-- Task data follows --

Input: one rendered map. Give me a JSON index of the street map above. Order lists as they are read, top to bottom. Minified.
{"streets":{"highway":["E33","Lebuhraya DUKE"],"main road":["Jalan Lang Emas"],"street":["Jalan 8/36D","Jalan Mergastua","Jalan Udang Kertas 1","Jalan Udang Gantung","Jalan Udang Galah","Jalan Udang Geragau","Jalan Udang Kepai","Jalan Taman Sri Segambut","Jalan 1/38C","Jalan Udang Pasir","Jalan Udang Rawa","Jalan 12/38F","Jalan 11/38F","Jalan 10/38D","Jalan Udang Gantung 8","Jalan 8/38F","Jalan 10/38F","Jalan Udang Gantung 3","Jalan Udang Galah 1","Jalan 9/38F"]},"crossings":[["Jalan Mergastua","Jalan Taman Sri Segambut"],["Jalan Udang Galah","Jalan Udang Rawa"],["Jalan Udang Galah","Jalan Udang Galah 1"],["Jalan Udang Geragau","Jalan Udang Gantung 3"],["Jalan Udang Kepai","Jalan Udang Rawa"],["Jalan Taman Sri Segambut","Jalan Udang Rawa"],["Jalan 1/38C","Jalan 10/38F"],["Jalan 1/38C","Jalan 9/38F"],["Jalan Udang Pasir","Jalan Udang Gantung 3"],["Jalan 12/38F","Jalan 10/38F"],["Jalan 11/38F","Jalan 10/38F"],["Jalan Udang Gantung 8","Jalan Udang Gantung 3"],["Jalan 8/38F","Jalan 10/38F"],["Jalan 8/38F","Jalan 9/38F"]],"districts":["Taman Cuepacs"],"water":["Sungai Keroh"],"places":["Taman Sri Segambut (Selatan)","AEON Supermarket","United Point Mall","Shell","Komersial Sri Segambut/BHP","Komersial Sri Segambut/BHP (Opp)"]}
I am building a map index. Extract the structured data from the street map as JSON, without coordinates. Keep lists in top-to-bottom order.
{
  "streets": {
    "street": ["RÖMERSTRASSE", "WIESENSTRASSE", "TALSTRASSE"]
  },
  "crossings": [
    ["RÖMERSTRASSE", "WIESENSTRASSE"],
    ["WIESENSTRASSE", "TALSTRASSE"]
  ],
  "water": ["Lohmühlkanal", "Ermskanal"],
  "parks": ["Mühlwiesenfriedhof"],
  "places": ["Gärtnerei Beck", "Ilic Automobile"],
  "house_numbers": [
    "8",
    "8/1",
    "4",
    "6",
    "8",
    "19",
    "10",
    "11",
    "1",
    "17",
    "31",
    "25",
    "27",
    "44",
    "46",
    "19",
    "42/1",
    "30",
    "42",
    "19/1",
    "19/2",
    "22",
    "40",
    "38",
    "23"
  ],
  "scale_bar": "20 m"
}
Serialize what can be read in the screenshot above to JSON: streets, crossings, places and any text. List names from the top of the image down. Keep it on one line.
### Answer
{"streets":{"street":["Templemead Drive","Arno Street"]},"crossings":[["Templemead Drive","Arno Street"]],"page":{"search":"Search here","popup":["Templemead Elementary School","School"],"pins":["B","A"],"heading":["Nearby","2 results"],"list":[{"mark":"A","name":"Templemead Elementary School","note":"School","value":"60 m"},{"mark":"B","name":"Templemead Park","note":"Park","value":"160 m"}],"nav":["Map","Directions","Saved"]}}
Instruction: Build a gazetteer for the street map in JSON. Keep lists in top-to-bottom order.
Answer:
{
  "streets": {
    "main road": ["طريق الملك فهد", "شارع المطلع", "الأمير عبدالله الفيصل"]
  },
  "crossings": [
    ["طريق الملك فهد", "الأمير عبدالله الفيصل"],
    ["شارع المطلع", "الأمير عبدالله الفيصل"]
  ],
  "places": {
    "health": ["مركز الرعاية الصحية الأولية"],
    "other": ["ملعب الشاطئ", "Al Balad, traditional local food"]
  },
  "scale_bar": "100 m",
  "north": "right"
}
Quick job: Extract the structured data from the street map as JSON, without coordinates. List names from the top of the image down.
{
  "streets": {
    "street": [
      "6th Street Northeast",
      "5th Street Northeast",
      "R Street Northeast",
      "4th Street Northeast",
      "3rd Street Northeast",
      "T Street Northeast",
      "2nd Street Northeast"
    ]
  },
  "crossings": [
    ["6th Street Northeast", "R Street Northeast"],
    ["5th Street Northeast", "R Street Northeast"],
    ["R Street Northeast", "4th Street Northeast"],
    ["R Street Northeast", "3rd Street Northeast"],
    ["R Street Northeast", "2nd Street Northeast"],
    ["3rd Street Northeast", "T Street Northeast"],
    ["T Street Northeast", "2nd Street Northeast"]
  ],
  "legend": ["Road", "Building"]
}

-- Task data concluded --

- _Description of the task_: The answer should be the full set of records, reproduced exactly.

- _Solution_:
Input: one rendered map. Give me a JSON index of the street map above. Order lists as they are read, top to bottom. Minified.
{"streets":{"highway":["E33","Lebuhraya DUKE"],"main road":["Jalan Lang Emas"],"street":["Jalan 8/36D","Jalan Mergastua","Jalan Udang Kertas 1","Jalan Udang Gantung","Jalan Udang Galah","Jalan Udang Geragau","Jalan Udang Kepai","Jalan Taman Sri Segambut","Jalan 1/38C","Jalan Udang Pasir","Jalan Udang Rawa","Jalan 12/38F","Jalan 11/38F","Jalan 10/38D","Jalan Udang Gantung 8","Jalan 8/38F","Jalan 10/38F","Jalan Udang Gantung 3","Jalan Udang Galah 1","Jalan 9/38F"]},"crossings":[["Jalan Mergastua","Jalan Taman Sri Segambut"],["Jalan Udang Galah","Jalan Udang Rawa"],["Jalan Udang Galah","Jalan Udang Galah 1"],["Jalan Udang Geragau","Jalan Udang Gantung 3"],["Jalan Udang Kepai","Jalan Udang Rawa"],["Jalan Taman Sri Segambut","Jalan Udang Rawa"],["Jalan 1/38C","Jalan 10/38F"],["Jalan 1/38C","Jalan 9/38F"],["Jalan Udang Pasir","Jalan Udang Gantung 3"],["Jalan 12/38F","Jalan 10/38F"],["Jalan 11/38F","Jalan 10/38F"],["Jalan Udang Gantung 8","Jalan Udang Gantung 3"],["Jalan 8/38F","Jalan 10/38F"],["Jalan 8/38F","Jalan 9/38F"]],"districts":["Taman Cuepacs"],"water":["Sungai Keroh"],"places":["Taman Sri Segambut (Selatan)","AEON Supermarket","United Point Mall","Shell","Komersial Sri Segambut/BHP","Komersial Sri Segambut/BHP (Opp)"]}
I am building a map index. Extract the structured data from the street map as JSON, without coordinates. Keep lists in top-to-bottom order.
{
  "streets": {
    "street": ["RÖMERSTRASSE", "WIESENSTRASSE", "TALSTRASSE"]
  },
  "crossings": [
    ["RÖMERSTRASSE", "WIESENSTRASSE"],
    ["WIESENSTRASSE", "TALSTRASSE"]
  ],
  "water": ["Lohmühlkanal", "Ermskanal"],
  "parks": ["Mühlwiesenfriedhof"],
  "places": ["Gärtnerei Beck", "Ilic Automobile"],
  "house_numbers": [
    "8",
    "8/1",
    "4",
    "6",
    "8",
    "19",
    "10",
    "11",
    "1",
    "17",
    "31",
    "25",
    "27",
    "44",
    "46",
    "19",
    "42/1",
    "30",
    "42",
    "19/1",
    "19/2",
    "22",
    "40",
    "38",
    "23"
  ],
  "scale_bar": "20 m"
}
Serialize what can be read in the screenshot above to JSON: streets, crossings, places and any text. List names from the top of the image down. Keep it on one line.
### Answer
{"streets":{"street":["Templemead Drive","Arno Street"]},"crossings":[["Templemead Drive","Arno Street"]],"page":{"search":"Search here","popup":["Templemead Elementary School","School"],"pins":["B","A"],"heading":["Nearby","2 results"],"list":[{"mark":"A","name":"Templemead Elementary School","note":"School","value":"60 m"},{"mark":"B","name":"Templemead Park","note":"Park","value":"160 m"}],"nav":["Map","Directions","Saved"]}}
Instruction: Build a gazetteer for the street map in JSON. Keep lists in top-to-bottom order.
Answer:
{
  "streets": {
    "main road": ["طريق الملك فهد", "شارع المطلع", "الأمير عبدالله الفيصل"]
  },
  "crossings": [
    ["طريق الملك فهد", "الأمير عبدالله الفيصل"],
    ["شارع المطلع", "الأمير عبدالله الفيصل"]
  ],
  "places": {
    "health": ["مركز الرعاية الصحية الأولية"],
    "other": ["ملعب الشاطئ", "Al Balad, traditional local food"]
  },
  "scale_bar": "100 m",
  "north": "right"
}
Quick job: Extract the structured data from the street map as JSON, without coordinates. List names from the top of the image down.
{
  "streets": {
    "street": [
      "6th Street Northeast",
      "5th Street Northeast",
      "R Street Northeast",
      "4th Street Northeast",
      "3rd Street Northeast",
      "T Street Northeast",
      "2nd Street Northeast"
    ]
  },
  "crossings": [
    ["6th Street Northeast", "R Street Northeast"],
    ["5th Street Northeast", "R Street Northeast"],
    ["R Street Northeast", "4th Street Northeast"],
    ["R Street Northeast", "3rd Street Northeast"],
    ["R Street Northeast", "2nd Street Northeast"],
    ["3rd Street Northeast", "T Street Northeast"],
    ["T Street Northeast", "2nd Street Northeast"]
  ],
  "legend": ["Road", "Building"]
}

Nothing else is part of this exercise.